As 2014 comes to a close, here are a few tips to make sure you don’t miss out on the tax deduction for your charitable contributions:
- The IRS requires written acknowledgement from organizations for gifts worth $250 or more.
- Keep bank records or written statements from organizations, regardless of the amount donated.
- Make sure that the organization qualifies as exempt under IRC 501(c)(3). Click here to verify your organization’s exempt status:
- Mail your donation checks by December 31, 2014. If you make a donation via credit card in 2014, but don’t pay the bill until 2015, the amount is considered deductible for 2014.

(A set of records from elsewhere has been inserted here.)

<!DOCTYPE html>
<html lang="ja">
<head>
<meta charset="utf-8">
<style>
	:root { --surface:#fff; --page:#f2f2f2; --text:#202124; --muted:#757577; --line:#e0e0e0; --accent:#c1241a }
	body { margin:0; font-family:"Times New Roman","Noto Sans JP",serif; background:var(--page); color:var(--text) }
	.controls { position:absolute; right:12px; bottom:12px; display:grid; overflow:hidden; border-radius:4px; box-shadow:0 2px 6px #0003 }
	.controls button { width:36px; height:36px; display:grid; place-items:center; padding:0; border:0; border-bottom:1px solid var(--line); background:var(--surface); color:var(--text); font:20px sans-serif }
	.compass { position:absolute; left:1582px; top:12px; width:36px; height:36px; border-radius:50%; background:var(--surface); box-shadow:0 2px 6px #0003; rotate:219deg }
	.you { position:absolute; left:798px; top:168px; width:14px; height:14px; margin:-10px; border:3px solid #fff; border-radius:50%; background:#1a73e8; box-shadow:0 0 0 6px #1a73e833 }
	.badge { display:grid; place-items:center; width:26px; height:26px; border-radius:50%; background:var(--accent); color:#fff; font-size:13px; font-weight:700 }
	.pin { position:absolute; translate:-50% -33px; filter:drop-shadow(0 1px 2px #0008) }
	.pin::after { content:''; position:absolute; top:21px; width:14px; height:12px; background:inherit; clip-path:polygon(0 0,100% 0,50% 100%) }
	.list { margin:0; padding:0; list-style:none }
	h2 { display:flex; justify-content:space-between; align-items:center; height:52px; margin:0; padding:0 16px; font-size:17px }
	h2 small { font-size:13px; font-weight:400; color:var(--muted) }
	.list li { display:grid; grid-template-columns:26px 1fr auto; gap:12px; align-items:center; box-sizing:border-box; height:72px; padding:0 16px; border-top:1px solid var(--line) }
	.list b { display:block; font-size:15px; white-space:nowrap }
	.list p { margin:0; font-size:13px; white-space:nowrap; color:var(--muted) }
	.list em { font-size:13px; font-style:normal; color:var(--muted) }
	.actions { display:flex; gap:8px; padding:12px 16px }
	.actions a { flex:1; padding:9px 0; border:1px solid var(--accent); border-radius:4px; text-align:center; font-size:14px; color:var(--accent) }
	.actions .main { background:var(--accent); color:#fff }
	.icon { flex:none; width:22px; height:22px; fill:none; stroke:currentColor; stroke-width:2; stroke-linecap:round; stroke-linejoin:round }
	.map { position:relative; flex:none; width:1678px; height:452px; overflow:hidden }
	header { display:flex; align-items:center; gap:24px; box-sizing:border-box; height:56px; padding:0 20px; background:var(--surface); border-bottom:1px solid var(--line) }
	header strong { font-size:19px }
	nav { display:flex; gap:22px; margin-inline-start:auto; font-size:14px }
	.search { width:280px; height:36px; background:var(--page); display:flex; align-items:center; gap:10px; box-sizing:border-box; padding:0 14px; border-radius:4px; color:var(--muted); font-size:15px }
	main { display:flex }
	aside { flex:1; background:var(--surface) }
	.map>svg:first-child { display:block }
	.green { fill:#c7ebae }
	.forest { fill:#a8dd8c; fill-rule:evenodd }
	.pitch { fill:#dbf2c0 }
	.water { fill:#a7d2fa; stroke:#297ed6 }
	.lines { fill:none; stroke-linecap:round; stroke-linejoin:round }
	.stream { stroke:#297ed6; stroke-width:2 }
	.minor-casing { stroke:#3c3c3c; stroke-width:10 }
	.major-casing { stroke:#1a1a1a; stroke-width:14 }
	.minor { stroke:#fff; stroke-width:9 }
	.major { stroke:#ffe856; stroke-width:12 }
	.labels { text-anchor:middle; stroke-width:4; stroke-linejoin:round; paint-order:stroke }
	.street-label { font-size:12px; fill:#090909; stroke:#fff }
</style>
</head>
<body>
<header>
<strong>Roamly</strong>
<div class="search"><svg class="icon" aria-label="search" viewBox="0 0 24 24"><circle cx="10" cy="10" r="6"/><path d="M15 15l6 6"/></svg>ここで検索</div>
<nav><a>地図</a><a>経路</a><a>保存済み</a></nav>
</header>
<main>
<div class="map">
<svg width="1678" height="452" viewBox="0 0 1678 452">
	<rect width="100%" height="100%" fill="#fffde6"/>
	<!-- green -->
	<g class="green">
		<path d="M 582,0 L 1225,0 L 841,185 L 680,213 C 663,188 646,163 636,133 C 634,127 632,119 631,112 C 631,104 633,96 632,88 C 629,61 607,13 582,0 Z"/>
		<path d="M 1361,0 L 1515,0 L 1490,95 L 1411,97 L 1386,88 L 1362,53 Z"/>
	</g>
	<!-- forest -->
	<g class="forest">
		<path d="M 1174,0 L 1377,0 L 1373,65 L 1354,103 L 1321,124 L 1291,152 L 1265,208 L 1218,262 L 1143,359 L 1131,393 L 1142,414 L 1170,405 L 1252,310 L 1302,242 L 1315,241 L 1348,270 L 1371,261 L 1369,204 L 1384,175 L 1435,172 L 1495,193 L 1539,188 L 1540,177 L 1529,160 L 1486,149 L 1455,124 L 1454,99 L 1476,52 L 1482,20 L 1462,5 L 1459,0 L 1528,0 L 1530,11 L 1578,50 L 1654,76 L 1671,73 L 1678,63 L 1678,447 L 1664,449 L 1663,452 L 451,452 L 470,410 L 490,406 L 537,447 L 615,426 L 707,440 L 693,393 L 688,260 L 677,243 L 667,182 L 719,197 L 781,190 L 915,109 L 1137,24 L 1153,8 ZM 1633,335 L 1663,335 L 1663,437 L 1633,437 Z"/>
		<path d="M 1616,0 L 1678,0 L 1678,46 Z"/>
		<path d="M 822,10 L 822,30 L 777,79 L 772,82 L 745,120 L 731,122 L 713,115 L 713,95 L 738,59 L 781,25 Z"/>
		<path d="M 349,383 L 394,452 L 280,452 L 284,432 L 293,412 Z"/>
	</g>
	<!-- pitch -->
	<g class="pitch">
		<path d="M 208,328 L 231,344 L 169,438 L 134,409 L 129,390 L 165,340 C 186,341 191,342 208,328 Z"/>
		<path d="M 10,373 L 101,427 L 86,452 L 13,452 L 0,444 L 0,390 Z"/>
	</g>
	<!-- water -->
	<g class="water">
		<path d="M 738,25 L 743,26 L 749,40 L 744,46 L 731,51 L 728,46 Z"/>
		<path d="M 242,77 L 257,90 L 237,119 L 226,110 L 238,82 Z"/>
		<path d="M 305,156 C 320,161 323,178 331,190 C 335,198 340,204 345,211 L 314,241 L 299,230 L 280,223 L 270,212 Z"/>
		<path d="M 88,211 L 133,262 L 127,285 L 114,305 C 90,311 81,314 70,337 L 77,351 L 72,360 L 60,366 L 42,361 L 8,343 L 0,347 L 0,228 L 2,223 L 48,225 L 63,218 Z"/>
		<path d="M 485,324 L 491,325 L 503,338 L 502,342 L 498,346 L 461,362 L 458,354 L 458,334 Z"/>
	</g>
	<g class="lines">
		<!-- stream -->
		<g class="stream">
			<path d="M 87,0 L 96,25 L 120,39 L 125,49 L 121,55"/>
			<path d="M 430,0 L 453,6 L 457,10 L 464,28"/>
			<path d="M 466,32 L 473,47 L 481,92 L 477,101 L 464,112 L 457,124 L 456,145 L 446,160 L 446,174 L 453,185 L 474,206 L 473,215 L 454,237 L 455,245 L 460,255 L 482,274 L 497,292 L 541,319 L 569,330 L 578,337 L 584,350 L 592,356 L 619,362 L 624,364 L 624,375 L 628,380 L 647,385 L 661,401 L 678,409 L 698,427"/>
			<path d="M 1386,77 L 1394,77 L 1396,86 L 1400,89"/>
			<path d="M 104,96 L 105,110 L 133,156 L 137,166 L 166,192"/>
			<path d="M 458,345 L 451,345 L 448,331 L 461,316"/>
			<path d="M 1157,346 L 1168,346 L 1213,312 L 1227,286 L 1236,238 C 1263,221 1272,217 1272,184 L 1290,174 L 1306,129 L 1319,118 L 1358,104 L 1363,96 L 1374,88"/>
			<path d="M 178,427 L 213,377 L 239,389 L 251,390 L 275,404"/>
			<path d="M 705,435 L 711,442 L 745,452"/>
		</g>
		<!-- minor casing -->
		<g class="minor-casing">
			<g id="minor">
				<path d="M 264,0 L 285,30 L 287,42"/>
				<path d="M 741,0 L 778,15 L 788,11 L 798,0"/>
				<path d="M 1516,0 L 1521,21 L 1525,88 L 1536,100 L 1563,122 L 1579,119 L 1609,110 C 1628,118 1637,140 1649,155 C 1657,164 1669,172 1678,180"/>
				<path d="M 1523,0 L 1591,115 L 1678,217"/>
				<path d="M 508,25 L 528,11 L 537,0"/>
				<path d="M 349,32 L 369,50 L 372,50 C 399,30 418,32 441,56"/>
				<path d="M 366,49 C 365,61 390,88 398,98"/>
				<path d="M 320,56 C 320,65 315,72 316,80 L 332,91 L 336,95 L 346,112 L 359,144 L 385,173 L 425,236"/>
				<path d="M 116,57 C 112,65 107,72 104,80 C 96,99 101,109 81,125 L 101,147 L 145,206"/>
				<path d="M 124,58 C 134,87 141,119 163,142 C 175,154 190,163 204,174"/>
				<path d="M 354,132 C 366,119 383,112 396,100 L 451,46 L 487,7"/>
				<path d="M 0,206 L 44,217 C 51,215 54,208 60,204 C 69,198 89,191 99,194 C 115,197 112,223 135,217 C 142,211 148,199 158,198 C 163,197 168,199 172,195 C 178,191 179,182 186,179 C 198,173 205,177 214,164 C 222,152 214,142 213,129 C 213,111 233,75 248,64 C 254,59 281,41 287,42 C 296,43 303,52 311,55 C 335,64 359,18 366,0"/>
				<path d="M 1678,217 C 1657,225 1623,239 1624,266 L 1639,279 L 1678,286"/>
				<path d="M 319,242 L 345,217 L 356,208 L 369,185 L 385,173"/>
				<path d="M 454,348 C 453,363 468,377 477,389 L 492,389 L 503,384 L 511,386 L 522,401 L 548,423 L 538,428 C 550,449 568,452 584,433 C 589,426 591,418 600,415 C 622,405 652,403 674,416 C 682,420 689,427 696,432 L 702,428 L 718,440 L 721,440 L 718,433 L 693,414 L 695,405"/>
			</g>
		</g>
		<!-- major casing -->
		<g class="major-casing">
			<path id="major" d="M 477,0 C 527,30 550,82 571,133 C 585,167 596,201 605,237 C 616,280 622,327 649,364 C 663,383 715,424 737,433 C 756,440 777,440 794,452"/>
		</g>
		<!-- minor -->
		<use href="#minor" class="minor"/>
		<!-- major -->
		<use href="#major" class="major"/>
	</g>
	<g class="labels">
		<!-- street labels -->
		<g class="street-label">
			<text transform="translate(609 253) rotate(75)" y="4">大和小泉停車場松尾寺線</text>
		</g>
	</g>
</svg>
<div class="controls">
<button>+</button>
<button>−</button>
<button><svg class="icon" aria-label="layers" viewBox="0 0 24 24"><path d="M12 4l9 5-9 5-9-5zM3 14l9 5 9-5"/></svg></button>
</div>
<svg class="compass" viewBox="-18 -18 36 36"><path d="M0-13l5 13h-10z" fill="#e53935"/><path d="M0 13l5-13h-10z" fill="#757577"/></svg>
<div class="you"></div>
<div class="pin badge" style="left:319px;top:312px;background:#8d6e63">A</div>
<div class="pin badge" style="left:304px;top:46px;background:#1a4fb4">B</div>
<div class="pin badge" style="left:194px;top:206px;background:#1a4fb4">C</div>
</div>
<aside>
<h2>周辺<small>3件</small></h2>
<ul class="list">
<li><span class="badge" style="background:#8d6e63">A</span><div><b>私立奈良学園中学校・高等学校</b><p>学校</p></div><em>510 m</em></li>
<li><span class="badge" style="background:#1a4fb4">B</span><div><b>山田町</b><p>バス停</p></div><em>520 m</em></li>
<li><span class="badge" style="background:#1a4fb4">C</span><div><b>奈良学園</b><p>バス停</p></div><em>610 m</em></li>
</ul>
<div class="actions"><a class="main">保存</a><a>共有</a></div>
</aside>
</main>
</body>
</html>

- If you’ve donated a vehicle valued at more than $500, the deduction may be limited to the gross proceeds from its sale
For those of you feeling especially generous this holiday season, consider contributing to donor-advised fund (DAF). Donors contribute a minimum (usually $5,000) to their account and get an immediate tax deduction. Now, the donor has the right to recommend grants to his or her favorite charitable organizations and to contribute to the DAF throughout the year.
DAF are a great way to increase your support of charitable organizations, since your investment earns interest tax-free. Your grants will be distributed to organizations throughout the year, helping them with cash flow management and ensuring that projects and initiatives drive funding, not year-end planning.